A single person's power was rarely enough to sustain a four-star scenario, unless that person had surpassed the Red Cloths. But if multiple Red Cloths joined forces, no one could say for certain what the outcome would be. Even he himself had never seen so many Red Cloths together.
"Thirteen — what an unlucky number." Chen Ge glanced at Zhou Tu. He had been searching for the art club all along, and had even dreamed of the scene inside the oil painting room. This person was almost certainly one of those thirteen painters.
"The Door must have selection criteria. Zhang Ju clearly didn't meet them, but Zhou Tu did." At first, Chen Ge hadn't expected much from the oil painting room, but after his analysis, he changed his mind: "Zhou Tu's memories are the key."
Among the club members, Zhou Tu was the most unusual one. Chen Ge now needed to prepare for both possibilities.
Either Zhou Tu would recover his memories and tell him everything, or Zhou Tu would recover his memories and become his enemy.
"This is a big catch. Was I too casual with him before?" Chen Ge's eyes locked onto Zhou Tu, making the other man shudder.
"Teacher Bai, I'm going to check over there." Zhou Tu made up an excuse and scurried to the deepest corner of the archive room.
"Run all you like — I'm the one who should be scared here," Chen Ge muttered and continued searching the room. The archive room still had plenty of surprises left for him.
Before long, Chen Ge found several newspaper reports about fires inside the archive room. Fire seemed to carry a special meaning within this school — it symbolized destruction, yet also heralded rebirth.

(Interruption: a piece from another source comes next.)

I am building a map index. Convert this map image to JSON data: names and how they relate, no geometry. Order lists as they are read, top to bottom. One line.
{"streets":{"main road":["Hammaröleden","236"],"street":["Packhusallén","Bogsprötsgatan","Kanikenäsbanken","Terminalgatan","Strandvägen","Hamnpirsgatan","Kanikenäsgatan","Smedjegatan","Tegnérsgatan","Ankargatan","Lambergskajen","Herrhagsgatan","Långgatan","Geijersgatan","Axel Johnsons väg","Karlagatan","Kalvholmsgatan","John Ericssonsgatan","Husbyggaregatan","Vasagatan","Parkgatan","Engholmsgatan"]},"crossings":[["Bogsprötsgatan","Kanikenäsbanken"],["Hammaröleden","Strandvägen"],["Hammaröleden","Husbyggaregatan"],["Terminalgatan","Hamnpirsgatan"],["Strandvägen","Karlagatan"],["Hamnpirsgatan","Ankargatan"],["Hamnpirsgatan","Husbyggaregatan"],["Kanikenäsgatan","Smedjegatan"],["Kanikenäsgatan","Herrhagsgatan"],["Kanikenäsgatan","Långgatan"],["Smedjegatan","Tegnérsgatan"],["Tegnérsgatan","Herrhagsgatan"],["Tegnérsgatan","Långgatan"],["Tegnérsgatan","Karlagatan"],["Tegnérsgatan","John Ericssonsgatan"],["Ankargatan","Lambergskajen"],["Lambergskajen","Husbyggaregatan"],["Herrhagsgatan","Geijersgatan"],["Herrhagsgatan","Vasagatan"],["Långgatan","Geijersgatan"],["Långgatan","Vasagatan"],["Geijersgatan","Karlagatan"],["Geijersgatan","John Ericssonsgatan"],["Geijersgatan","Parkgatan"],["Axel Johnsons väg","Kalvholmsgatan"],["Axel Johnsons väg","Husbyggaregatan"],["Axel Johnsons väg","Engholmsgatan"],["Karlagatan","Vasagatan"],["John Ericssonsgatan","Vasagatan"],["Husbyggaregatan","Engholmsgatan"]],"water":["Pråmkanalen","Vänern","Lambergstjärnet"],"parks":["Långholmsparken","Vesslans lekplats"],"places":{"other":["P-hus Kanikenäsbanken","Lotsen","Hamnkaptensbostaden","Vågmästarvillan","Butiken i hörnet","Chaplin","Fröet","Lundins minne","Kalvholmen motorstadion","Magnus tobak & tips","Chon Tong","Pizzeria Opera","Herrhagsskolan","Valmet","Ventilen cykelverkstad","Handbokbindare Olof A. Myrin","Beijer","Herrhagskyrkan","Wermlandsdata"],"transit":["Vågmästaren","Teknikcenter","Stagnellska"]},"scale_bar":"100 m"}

"Muyang Middle School had a fire. There are burn marks on the staircase. The school's predecessor was a crematorium. And now I've discovered that Xicheng Private Academy also had a fire. Are these all coincidences, or is there a deeper reason behind them?"
In addition to the fire reports, Chen Ge also found a few relatively well-preserved student files at the very bottom of the metal cabinet, two of which were particularly noteworthy.
One of the files contained Lin Sisi's name, along with comments from teachers and classmates.
His classmates didn't want to befriend him, and his teachers couldn't be bothered to deal with him. The boy had no mother, and his father was a murderer. He had been adopted as a child, but for one reason or another, he had run away from his foster family multiple times — a real handful.
In his view, the only person in the entire world who had genuinely helped him was an intern at the welfare institute.
That recent college graduate, despite not having her own life settled, had sponsored Lin Sisi through elementary school and had even attended his parent-teacher conferences.
According to the teacher's notes, only when that intern was around did Lin Sisi's "hyperactivity" improve at all.
The file contained no photo or detailed information about Lin Sisi, but it did preserve a handwritten signature — Gu Youjia.
The entire document was tattered and moldy, riddled with wormholes, yet the guardian's signature section was spotlessly clean.
"Gu Youjia, Hanjiang Welfare Institute — if I make it out of here alive, I might pay them a visit." Chen Ge spoke as if talking to himself, though it was also quite possible he was saying it deliberately for someone else to hear.